Toshiba to split off its in-house companies into wholly-owned subsidiaries

Move aims to maximise the value of each business

Toshiba will soon split off its four in-house companies into wholly owned subsidiaries, aiming to further enhance collaboration between the split-off entities and maximising the value of each business with the move.

As of 1 July, its industrial ICT solutions company will be merged into Toshiba Solutions Corporation, responsible for construction work related to the ICT solutions business and holds construction business licenses.

“As the succeeding company holds special construction business licenses, this will maintain continuity in business areas that requires such licenses,” it said in a statement.

“The merger will also allow establishment of a business structure that unifies development, manufacturing and sales of ICT solutions that utilise IoT and AI, increase the scale of solutions business for manufacturing, industry, social infrastructure, distribution and finance, government and municipalities, and support further business growth.”

The new company will also focus heavily on digital transformation by expanding business through its Spinex IOT architecture and providing services.

Its storage and electronics devices solutions company will be transferred into its newly established Toshiba Memory Corporation, created on 1 April. As a result of this, Toshiba is working towards the growth of its other electronics devices business.

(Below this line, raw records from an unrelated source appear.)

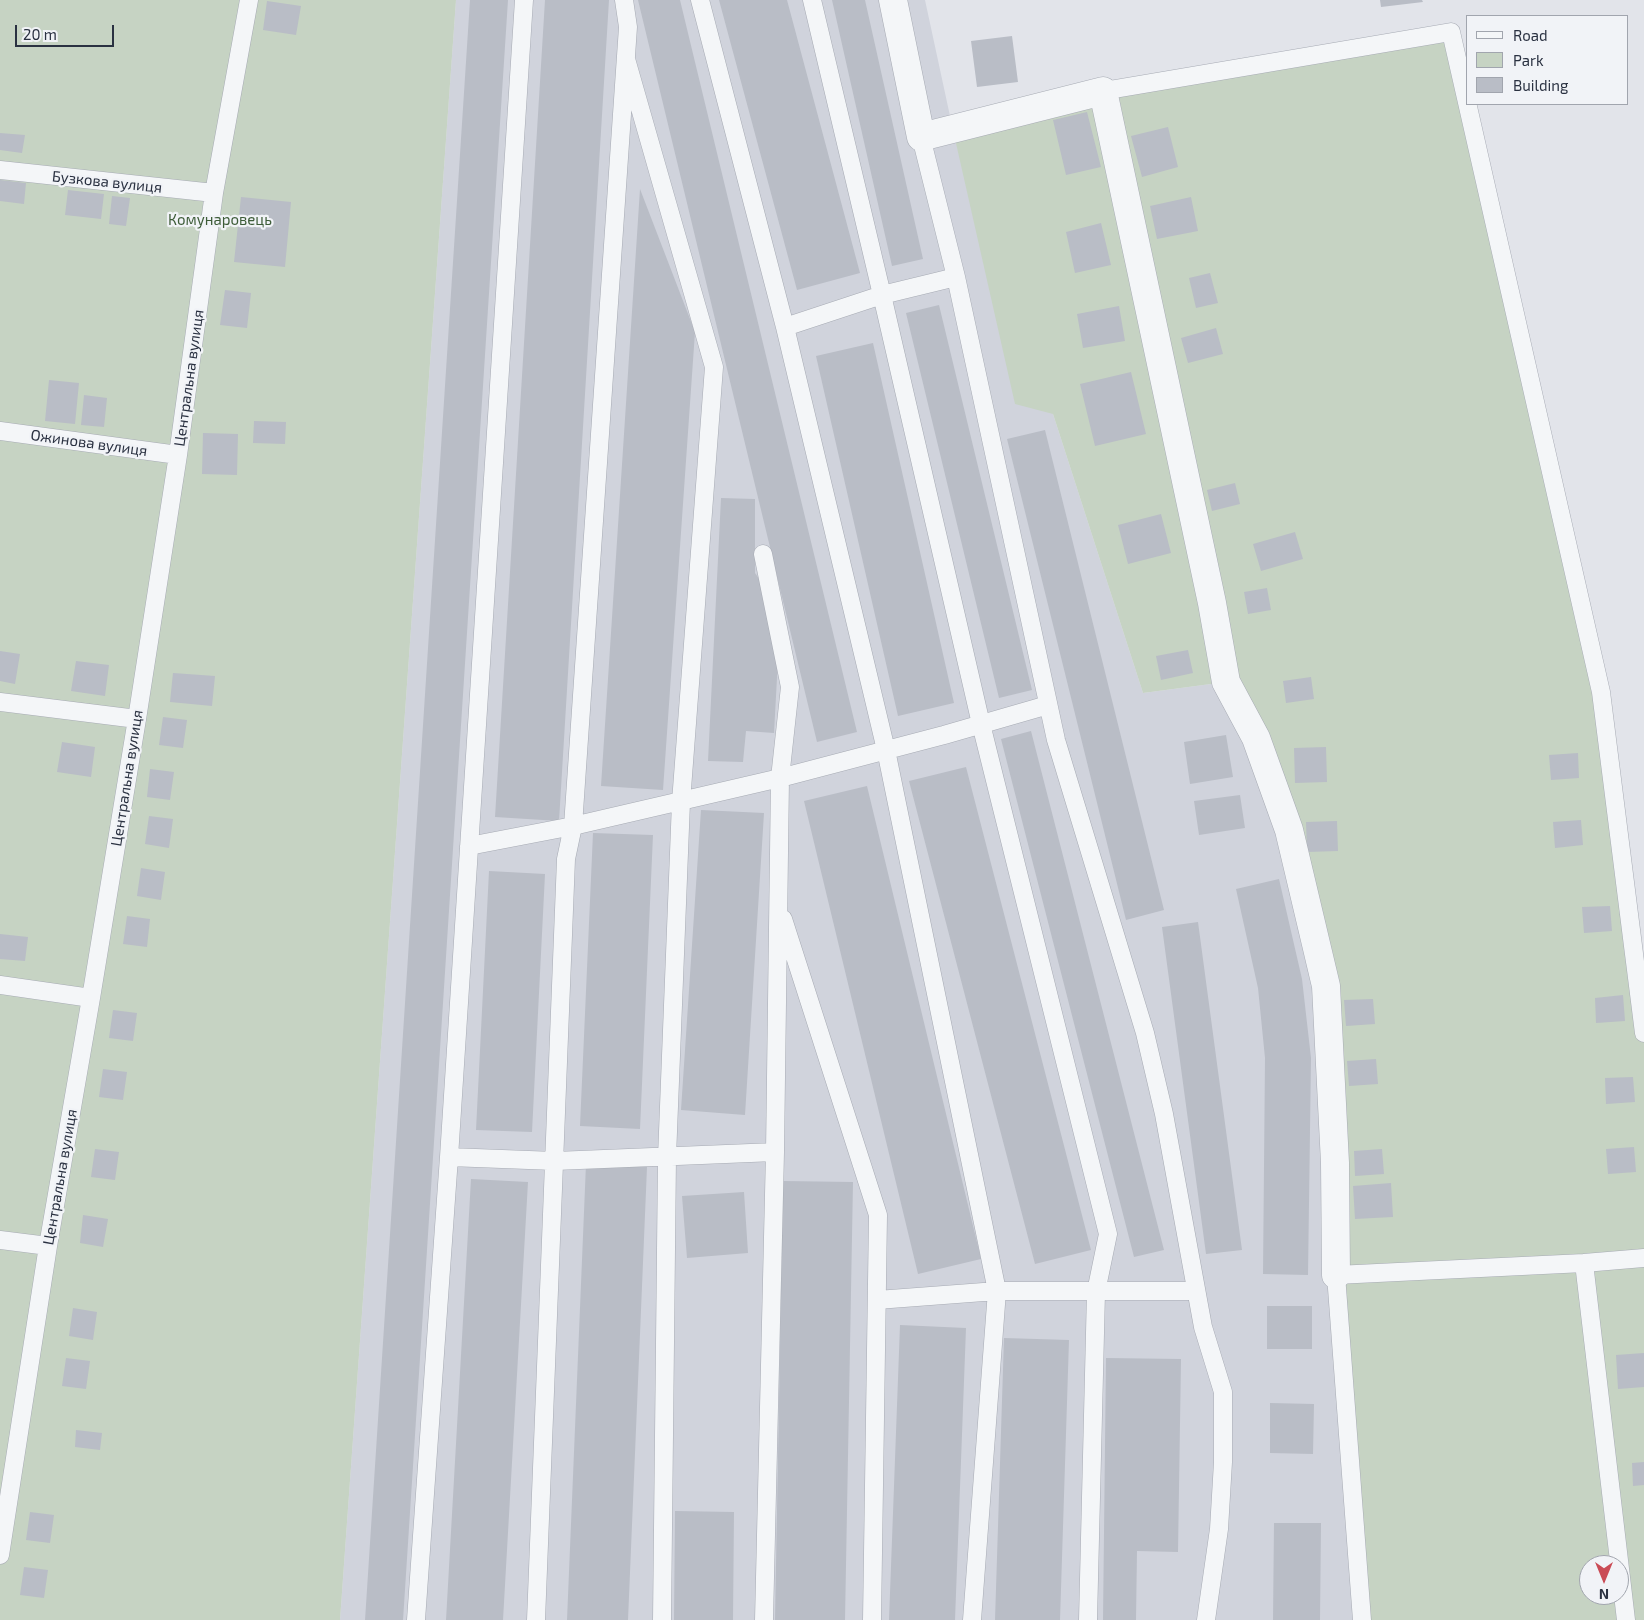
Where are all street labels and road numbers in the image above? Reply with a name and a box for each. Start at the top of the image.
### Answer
street label: Бузкова вулиця [51,167,163,197]
street label: Центральна вулиця [170,308,208,448]
street label: Ожинова вулиця [29,426,149,460]
street label: Центральна вулиця [107,708,147,848]
street label: Центральна вулиця [39,1107,81,1247]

This includes discrete semiconductors, system LSIs, HDDs and other related products.

In addition, its infrastructure system and solutions company will be absorbed into Toshiba Electric Service Corporation, which is responsible for part of the installation work, electrical construction, maintenance and inspection services in the social infrastructure business and holds business licenses.

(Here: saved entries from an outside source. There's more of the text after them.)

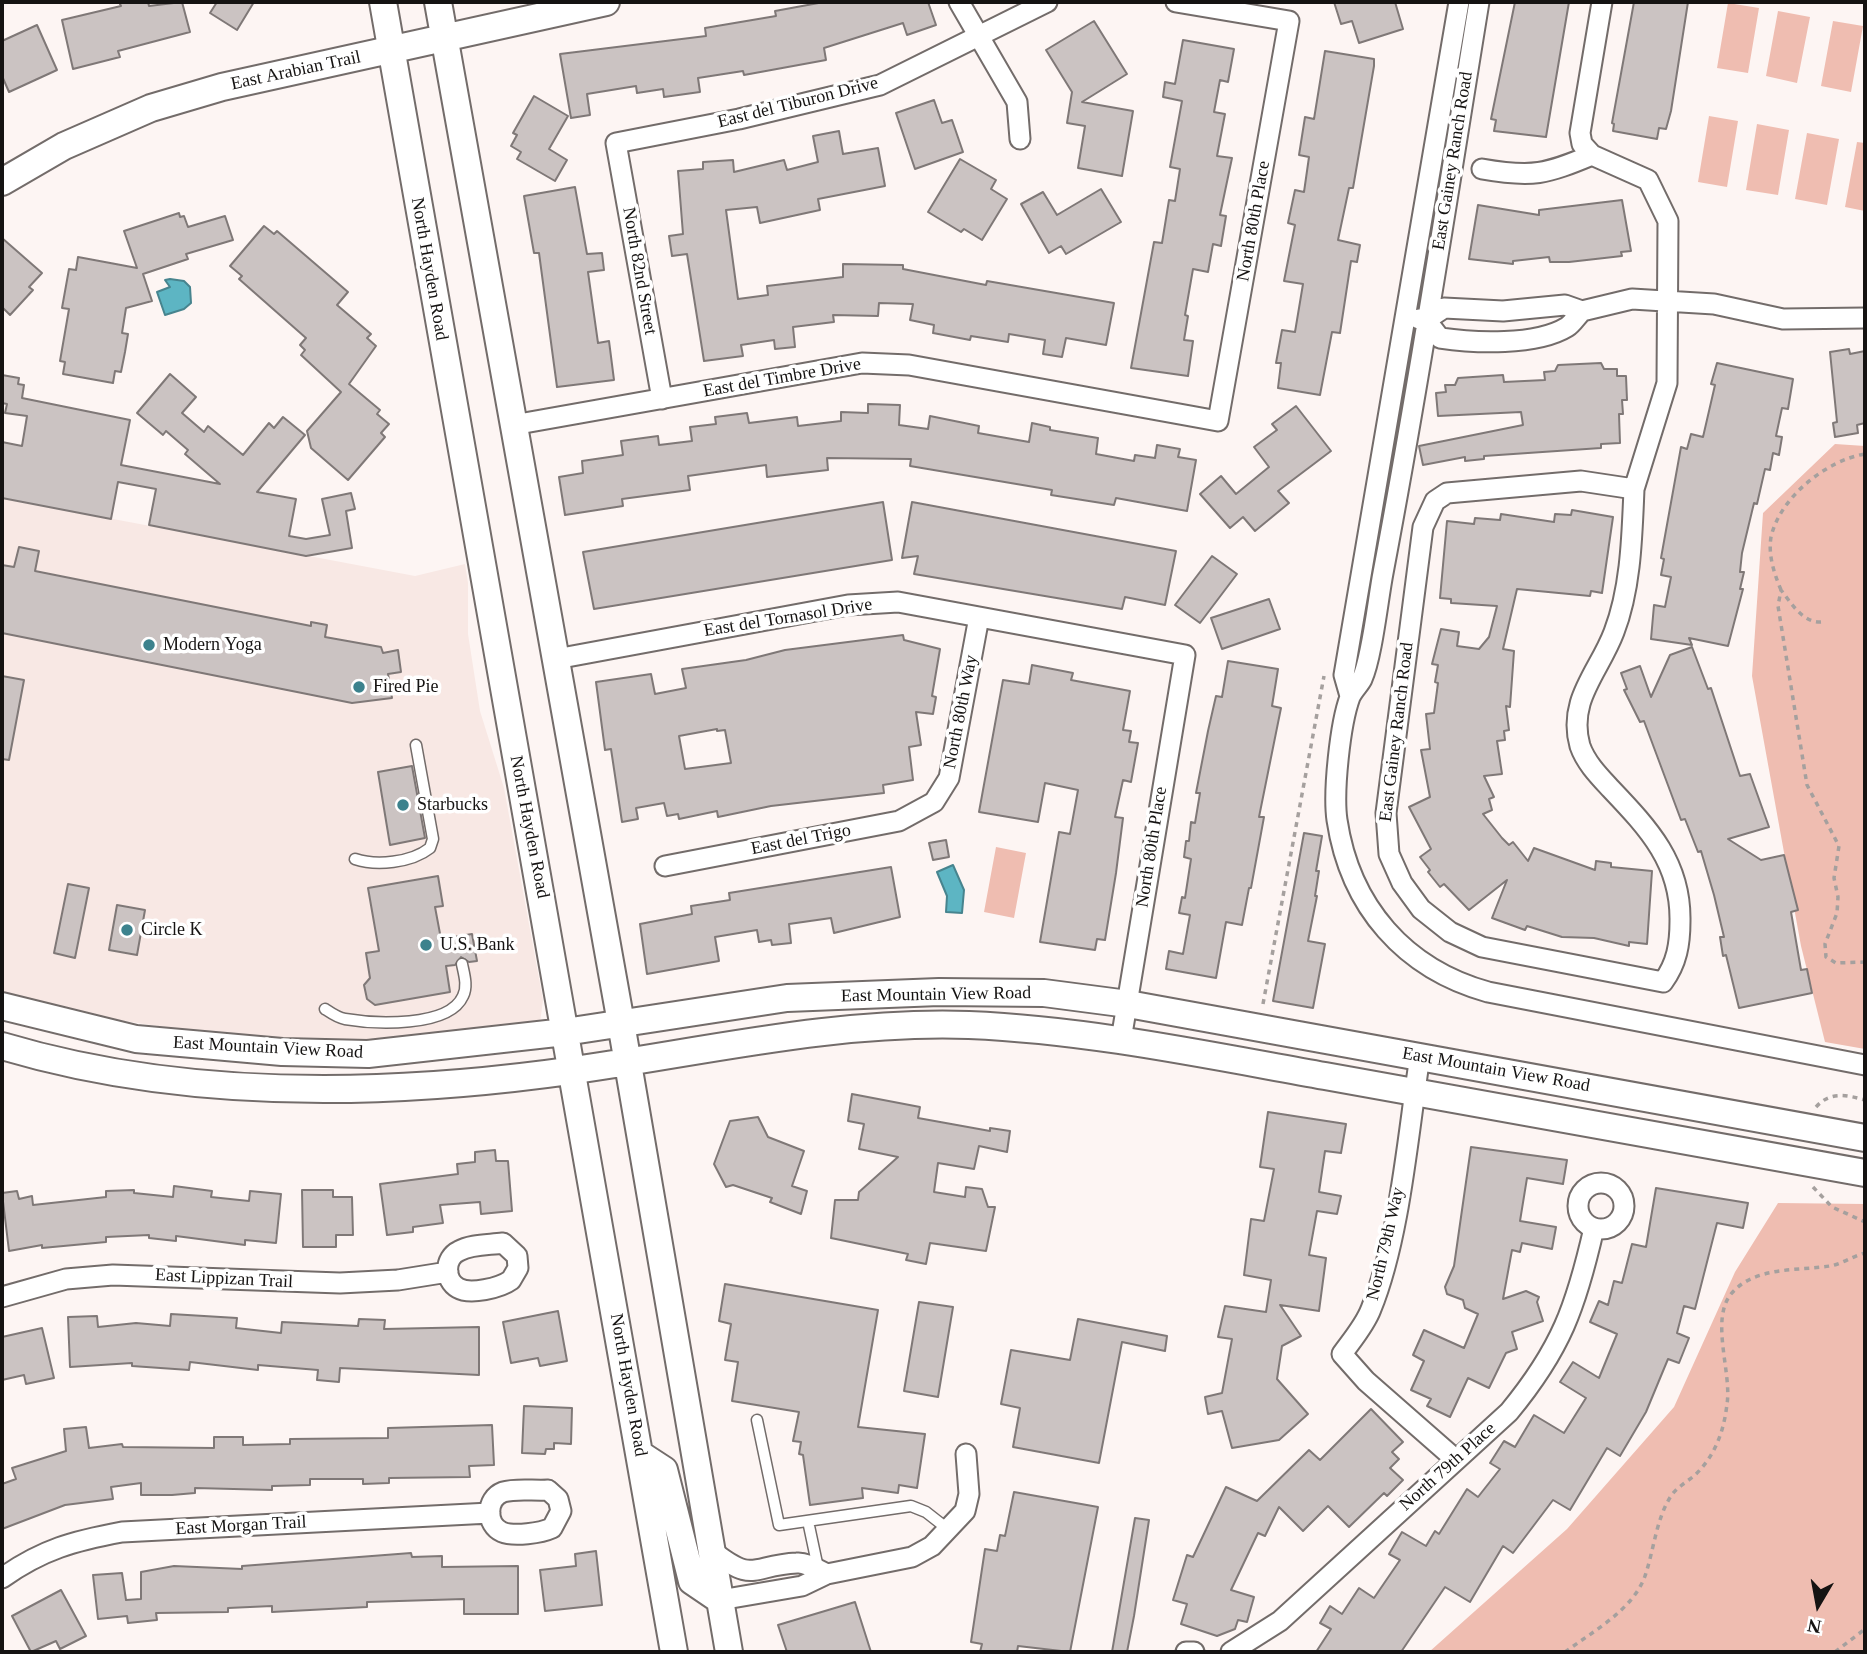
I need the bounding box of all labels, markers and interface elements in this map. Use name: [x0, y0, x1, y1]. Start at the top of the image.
street label: East Arabian Trail: [229, 47, 363, 95]
street label: East Gainey Ranch Road: [1428, 70, 1478, 252]
street label: East del Tiburon Drive: [715, 73, 881, 133]
street label: North 80th Place: [1233, 159, 1275, 283]
street label: North Hayden Road: [406, 196, 452, 342]
street label: North 82nd Street: [617, 206, 661, 336]
street label: East del Timbre Drive: [701, 353, 863, 403]
street label: East del Tornasol Drive: [702, 594, 874, 642]
place label: Modern Yoga: [163, 634, 262, 656]
marker: Modern Yoga: [141, 637, 157, 653]
street label: East Gainey Ranch Road: [1375, 641, 1419, 823]
street label: North 80th Way: [939, 653, 983, 771]
place label: Fired Pie: [373, 676, 438, 698]
marker: Fired Pie: [351, 679, 367, 695]
street label: North Hayden Road: [505, 754, 553, 900]
street label: North 80th Place: [1132, 785, 1172, 909]
place label: Starbucks: [417, 794, 488, 816]
marker: Starbucks: [395, 797, 411, 813]
street label: East del Trigo: [749, 820, 853, 860]
place label: Circle K: [141, 919, 202, 941]
marker: Circle K: [119, 922, 135, 938]
place label: U.S. Bank: [440, 934, 515, 956]
marker: U.S. Bank: [418, 937, 434, 953]
street label: East Mountain View Road: [841, 983, 1031, 1007]
street label: East Mountain View Road: [172, 1032, 364, 1064]
street label: East Mountain View Road: [1400, 1043, 1592, 1097]
street label: North 79th Way: [1362, 1185, 1410, 1303]
street label: East Lippizan Trail: [154, 1265, 294, 1293]
street label: North Hayden Road: [605, 1312, 651, 1458]
street label: North 79th Place: [1395, 1418, 1501, 1516]
street label: East Morgan Trail: [175, 1512, 307, 1540]
north arrow: [1783, 1570, 1853, 1640]
text: N: [1806, 1615, 1823, 1638]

“The new company aims to realise continuous growth for the social infrastructure business by positioning it to continue to promote a spiral lifecycle business offering products, systems, and services that improve customer value,” it said in the statement.

As of 1 October, its energy systems and solutions company and the Nuclear Energy Systems and Solutions division will be combined to form a newly established company.

This new company will focus on obtaining special construction business licenses and offer products, systems and services within the energy sector.

As a result of the company splits, the new companies will become independent business entities, which Toshiba said will clarify their responsibilities to the market and customer, ultimately supporting the “maximisation of [its] business value”.

Toshiba added that it expects to establish an “optimised structure” to ensure business continuity, and that all the splits will have no impact on the company’s consolidated financial results.

Other information, such as the representatives leading the succeeding companies, capital stock, and fiscal terms (excluding Toshiba Solutions Corporation which is set for 31 March) are yet to be determined.

Toshiba has been in the spotlight for the sale of its memory chip business, with ARN reporting recently that the company is attracting more bidders made by a joint US and Japan-backed venture, amongst other bids.

The reorganisation of the business units could be a lead-up to the sale, further streamlining its operations and structures in relation to it.

“The company announced its intentions [to split off and regroup the entities] on respect of eliminating risk related to the overseas power business, which has been realised by the commencement of Chapter 11 proceedings that eliminate Westinginghouse from FY2016 consolidated earnings results,” Toshiba said.

After the splits, Toshiba said it will further concentrate on “maximising its value and strengthening its governance system and risk management structures” to match its diverse business environments.